Ulinastatin attenuates diabetes-induced cardiac dysfunction by the inhibition of inflammation and apoptosis.

Ulinastatin exhibits anti-inflammatory activity and protects the heart from ischemia/reperfusion injury. However, whether ulinastatin has a protective effect in diabetic cardiomyopathy is yet to be elucidated. The aim of the present study was to investigate the protective effects of ulinastatin against diabetic cardiomyopathy and its underlying mechanisms. A C57/BL6J mice model of diabetic cardiomyopathy was used and mice were randomly assigned to three groups: Control group, diabetes mellitus (DM) group and DM + ulinastatin treatment group. Cardiac function was assessed using echocardiography and the level of inflammatory cytokine high mobility group box 1 (HMGB1) expression was measured using histopathological examination and reverse transcription-quantitative polymerase chain reaction. The levels of tumor necrosis factor (TNF)-α and interleukin (IL)-6 were measured using western blotting and ELISA. The apoptosis rate in the myocardium was assessed by TUNEL assay.
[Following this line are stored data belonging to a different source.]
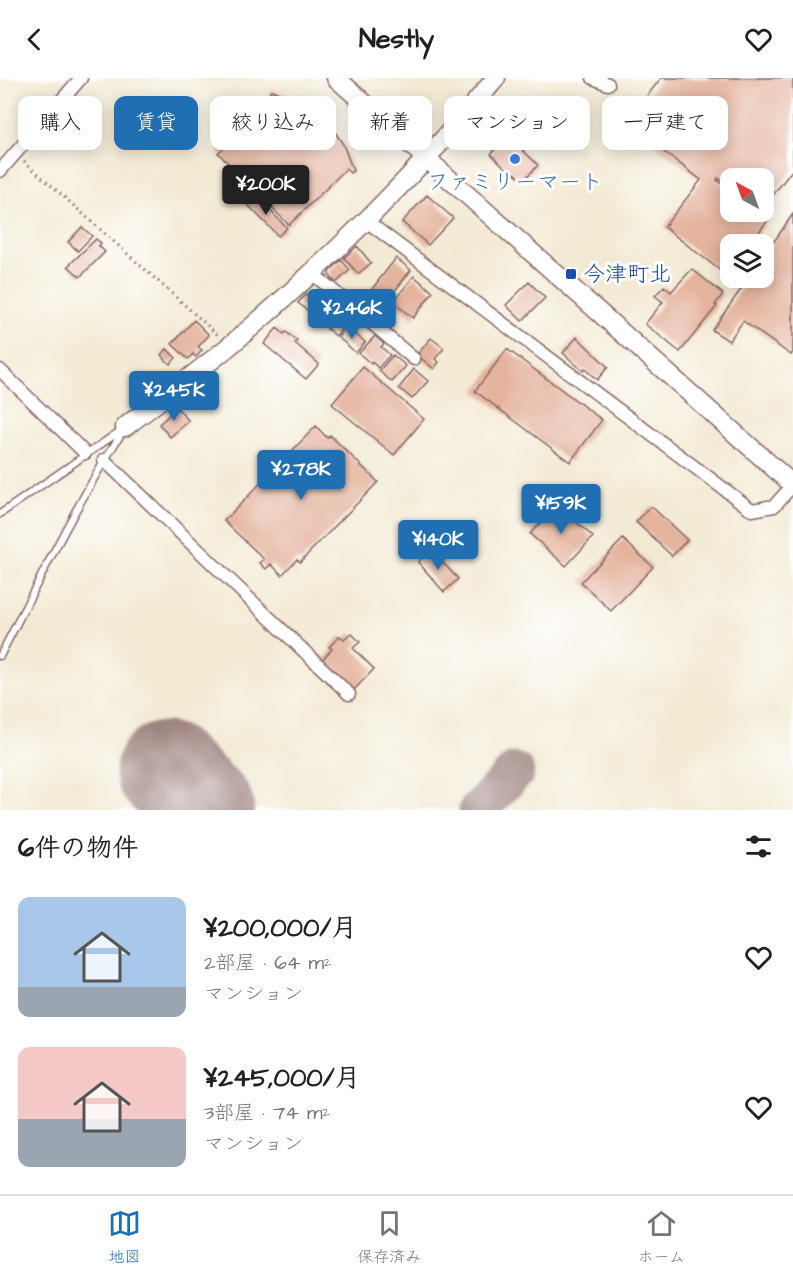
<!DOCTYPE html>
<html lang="ja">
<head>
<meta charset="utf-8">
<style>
  body { margin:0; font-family:"Architects Daughter","Klee One",sans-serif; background:#f6f6f6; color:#202124; height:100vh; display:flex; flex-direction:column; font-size:22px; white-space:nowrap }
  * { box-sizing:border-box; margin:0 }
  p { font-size:20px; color:#757577 }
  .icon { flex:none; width:33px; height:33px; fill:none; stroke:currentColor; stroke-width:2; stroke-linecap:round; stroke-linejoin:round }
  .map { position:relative; height:732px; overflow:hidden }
  .side { display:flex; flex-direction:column; background:#fff; flex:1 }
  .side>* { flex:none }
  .hud { position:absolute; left:18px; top:18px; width:758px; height:54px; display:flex; gap:12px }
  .needle { width:39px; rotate:319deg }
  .tools { position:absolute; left:720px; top:90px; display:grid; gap:12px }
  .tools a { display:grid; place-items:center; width:54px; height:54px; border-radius:12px; background:#fff; box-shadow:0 3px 15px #0003; font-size:30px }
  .price { position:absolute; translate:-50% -51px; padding:0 14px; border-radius:6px; background:#1f6fb2; color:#fff; font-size:20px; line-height:39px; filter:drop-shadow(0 2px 3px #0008) }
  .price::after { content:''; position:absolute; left:50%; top:36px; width:18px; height:14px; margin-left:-9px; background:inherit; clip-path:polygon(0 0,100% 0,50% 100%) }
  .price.on { background:#222; color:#fff }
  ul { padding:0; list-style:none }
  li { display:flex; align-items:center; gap:18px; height:150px; padding:0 18px }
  li span { display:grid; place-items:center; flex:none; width:168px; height:120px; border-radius:12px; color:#555 }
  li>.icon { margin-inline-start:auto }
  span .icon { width:72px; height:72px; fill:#fffc; stroke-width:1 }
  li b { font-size:26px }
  h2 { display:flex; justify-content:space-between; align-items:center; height:72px; padding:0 18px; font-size:26px }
  .chip { padding:0 21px; border-radius:12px; background:#fff; box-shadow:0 3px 15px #0003; font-size:21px; line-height:54px }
  .chip.on { background:#1f6fb2; color:#fff }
  header { display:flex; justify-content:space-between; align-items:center; height:78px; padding:0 18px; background:#fff; font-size:27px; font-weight:700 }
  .tabs { display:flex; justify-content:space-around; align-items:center; height:84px; border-top:2px solid #e0e0e0; background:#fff; font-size:16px; color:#757577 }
  .tabs a { display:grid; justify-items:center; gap:3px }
  .tabs .on { color:#1f6fb2 }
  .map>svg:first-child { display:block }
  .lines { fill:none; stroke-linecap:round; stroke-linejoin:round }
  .taxiway { stroke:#9e8480; stroke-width:39 }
  .runway { stroke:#9e8480; stroke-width:99 }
  .building { fill:#e4b39d }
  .lane-casing { stroke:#856666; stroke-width:9 }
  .street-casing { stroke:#856666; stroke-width:15 }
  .secondary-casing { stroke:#856666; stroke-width:21 }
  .path { stroke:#856666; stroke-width:3; stroke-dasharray:1.5 4.5; stroke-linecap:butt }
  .lane { stroke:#fff; stroke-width:6 }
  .street { stroke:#fff; stroke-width:12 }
  .secondary { stroke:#fff; stroke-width:18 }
  .shop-dot { fill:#3f7fe0; stroke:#fff; stroke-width:2 }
  .transit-dot { fill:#1a4fb4; stroke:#fff; stroke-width:2 }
  .labels { text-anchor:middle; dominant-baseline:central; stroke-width:6; stroke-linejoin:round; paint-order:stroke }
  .shop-label { font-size:22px; fill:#366cbe; stroke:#fff }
  .transit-label { font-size:22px; fill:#164399; stroke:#fff; text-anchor:start }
</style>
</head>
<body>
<header><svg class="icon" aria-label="back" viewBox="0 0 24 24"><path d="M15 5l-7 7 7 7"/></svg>Nestly<svg class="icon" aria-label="heart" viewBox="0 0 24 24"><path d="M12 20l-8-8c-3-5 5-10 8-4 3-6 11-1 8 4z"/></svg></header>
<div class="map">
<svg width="793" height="732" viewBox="0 0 793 732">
  <rect width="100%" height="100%" fill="#fff"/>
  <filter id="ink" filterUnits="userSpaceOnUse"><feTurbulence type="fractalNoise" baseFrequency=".0167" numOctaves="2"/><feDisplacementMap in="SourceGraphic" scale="12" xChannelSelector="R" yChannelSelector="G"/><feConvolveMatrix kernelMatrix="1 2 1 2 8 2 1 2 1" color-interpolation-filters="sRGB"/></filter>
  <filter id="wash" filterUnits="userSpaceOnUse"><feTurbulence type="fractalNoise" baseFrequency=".008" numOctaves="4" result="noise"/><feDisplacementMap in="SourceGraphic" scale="24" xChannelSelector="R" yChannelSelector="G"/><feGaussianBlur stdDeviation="1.35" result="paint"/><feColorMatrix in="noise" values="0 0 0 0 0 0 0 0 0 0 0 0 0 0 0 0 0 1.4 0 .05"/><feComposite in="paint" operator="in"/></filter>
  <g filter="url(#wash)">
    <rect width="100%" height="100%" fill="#f3ead4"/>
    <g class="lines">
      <path class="taxiway" d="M478,732L515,694"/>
      <path class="runway" d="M165,693L205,732"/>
    </g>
    <g id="blocks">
      <path class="building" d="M661,0H793V91L764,129V100H730V109L718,100L717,102L730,113V134H757L768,142L750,166H730V191L726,197L664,149L701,102L626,45Z
        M271,12L300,23L318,35L320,33L331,45L330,47L343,66L353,93L350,95L346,91L289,147L255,113L247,120L242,116L251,108L218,75L274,20L269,15Z
        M508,58L538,87L523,103L515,95L513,97L491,76Z
        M255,117L287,150L278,158L246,125Z
        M427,117L453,140L428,167L402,144Z
        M793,136V274L791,277L743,243L729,263L712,252L749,200H764V178Z
        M82,149L92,158L78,173L68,164Z
        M96,161L101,165L99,168L105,174L80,199L68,188Z
        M357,168L371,185L358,196L344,180Z
        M396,180L411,192L387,223L372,211Z
        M341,182L350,192L336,205L329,197V194Z
        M692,191L723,216L715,227L717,228L680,274L645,246L663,224L655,218L664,208L671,214Z
        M414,198L433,214L413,240L393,224Z
        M529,204L545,220L522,243L506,227Z
        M306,216L325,229L316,239L298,225Z
        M326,232L345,247L336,258L318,243Z
        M194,242L209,257L198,269L202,272L196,279L193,276L188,281L172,266Z
        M347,249L365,264L356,275L338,259Z
        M277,250L284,256L286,254L297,263L295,265L319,286L306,301L264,266Z
        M375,258L384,266L381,269L390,277L378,290L372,284L371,286L359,275Z
        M577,259L608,289L597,302L585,291L583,293L563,275Z
        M431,260L444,270L435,281L439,284L434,291L417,277Z
        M167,271L176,280L170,286L161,277Z
        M507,271L602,342L570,384L475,313Z
        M393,277L406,288L392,304L379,293Z
        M363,289L424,341L394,377L332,326Z
        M414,291L428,303L412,321L399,310Z
        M177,330L189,343L170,359L159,346Z
        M316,348L327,360L330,357L378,404L300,484L297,481L282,497L271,486L266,491L260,485L264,481L224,443Z
        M557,426L593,459L566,488L530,456Z
        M651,428L687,462L672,478L636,444Z
        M623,461L653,489L611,533L581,504Z
        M429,474L432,477L434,475L458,501L444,514L418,484Z
        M351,555L360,564L353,570L374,591L353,613L322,582L332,571L329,569L340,558L344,561Z"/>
    </g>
  </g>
  <g filter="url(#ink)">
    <use href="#blocks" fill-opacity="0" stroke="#856666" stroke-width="1.5"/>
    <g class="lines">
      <g class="lane-casing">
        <path id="lane" d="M0,436L123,351
          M0,578C40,501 78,422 125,350"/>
      </g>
      <g class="street-casing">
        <path id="street" d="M593,0L608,6
          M0,93L81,0
          M365,142L752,432L774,428L793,407
          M311,194L414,281
          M0,292L85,375
          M104,382L349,616"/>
      </g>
      <g class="secondary-casing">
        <path id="secondary" d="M336,0L793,407
          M125,349C161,321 198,294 233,265C325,187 420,93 496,0"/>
      </g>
      <path class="path" d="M24,83L218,257"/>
      <use href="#lane" class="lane"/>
      <use href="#street" class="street"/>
      <use href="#secondary" class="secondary"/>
    </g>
  </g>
  <circle class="shop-dot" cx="515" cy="81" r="6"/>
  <rect class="transit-dot" x="565" y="190" width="12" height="12" rx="3"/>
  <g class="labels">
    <g class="shop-label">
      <text x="515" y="104">ファミリーマート</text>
    </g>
    <g class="transit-label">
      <text x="583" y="196">今津町北</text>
    </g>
  </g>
</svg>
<div class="tools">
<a><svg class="needle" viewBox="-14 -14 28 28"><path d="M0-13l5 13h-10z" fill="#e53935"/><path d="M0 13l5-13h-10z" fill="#757577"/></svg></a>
<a><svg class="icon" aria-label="layers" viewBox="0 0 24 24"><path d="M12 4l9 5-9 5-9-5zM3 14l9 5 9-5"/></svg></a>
</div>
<b class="price on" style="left:266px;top:138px">¥200K</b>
<b class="price" style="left:352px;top:262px">¥246K</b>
<b class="price" style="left:174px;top:344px">¥245K</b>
<b class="price" style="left:301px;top:423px">¥278K</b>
<b class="price" style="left:561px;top:457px">¥159K</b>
<b class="price" style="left:438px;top:493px">¥140K</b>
<div class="hud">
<a class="chip">購入</a>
<a class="chip on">賃貸</a>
<a class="chip">絞り込み</a>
<a class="chip">新着</a>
<a class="chip">マンション</a>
<a class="chip">一戸建て</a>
</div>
</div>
<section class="side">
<h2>6件の物件<svg class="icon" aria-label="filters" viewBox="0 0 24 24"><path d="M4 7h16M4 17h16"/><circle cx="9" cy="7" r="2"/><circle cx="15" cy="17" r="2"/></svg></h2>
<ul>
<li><span style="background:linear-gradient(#a9c7e8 75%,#9aa5b1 0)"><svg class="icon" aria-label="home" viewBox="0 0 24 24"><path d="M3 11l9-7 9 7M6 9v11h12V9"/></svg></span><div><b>¥200,000/月</b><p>2部屋 · 64 m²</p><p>マンション</p></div><svg class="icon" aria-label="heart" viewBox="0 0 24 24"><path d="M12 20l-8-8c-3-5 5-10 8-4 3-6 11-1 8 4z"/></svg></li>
<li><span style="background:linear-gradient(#f6c9c9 60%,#9aa5b1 0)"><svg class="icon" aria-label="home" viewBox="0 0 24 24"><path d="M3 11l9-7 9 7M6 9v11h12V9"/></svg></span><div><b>¥245,000/月</b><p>3部屋 · 74 m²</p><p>マンション</p></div><svg class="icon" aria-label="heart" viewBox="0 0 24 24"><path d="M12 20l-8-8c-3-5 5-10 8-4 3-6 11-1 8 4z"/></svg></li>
</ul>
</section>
<nav class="tabs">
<a class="on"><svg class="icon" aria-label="map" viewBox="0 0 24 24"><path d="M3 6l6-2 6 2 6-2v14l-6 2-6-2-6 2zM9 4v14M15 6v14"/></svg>地図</a>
<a><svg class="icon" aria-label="saved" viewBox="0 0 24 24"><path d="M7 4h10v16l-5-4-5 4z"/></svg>保存済み</a>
<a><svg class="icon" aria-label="home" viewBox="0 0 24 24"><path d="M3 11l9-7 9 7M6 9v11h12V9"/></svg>ホーム</a>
</nav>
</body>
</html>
Caspase-3 activation, expression of B-cell lymphoma 2 (Bcl-2) and Bcl-2 associated × (Bax) were measured using western blotting, as was the activity of the mitogen activated protein kinase (MAPK) signaling pathway. The results indicated that ulinastatin significantly improved cardiac function in mice with DM. Ulinastatin treatment significantly downregulated HMGB1, TNF-α and IL-6 expression (P<0.05) and significantly reduced the percentage of apoptotic cardiomyocytes (P<0.05) via reduction of caspase-3 activation and the ratio of Bax/Bcl-2 in diabetic hearts (P<0.05). In addition, ulinastatin attenuated the activation of the MAPK signaling pathway. In conclusion, ulinastatin had a protective effect against DM-induced cardiac dysfunction in a mouse model. This protective effect may be associated with the anti-inflammatory and anti-apoptotic abilities of ulinastatin via the MAPK signaling pathway.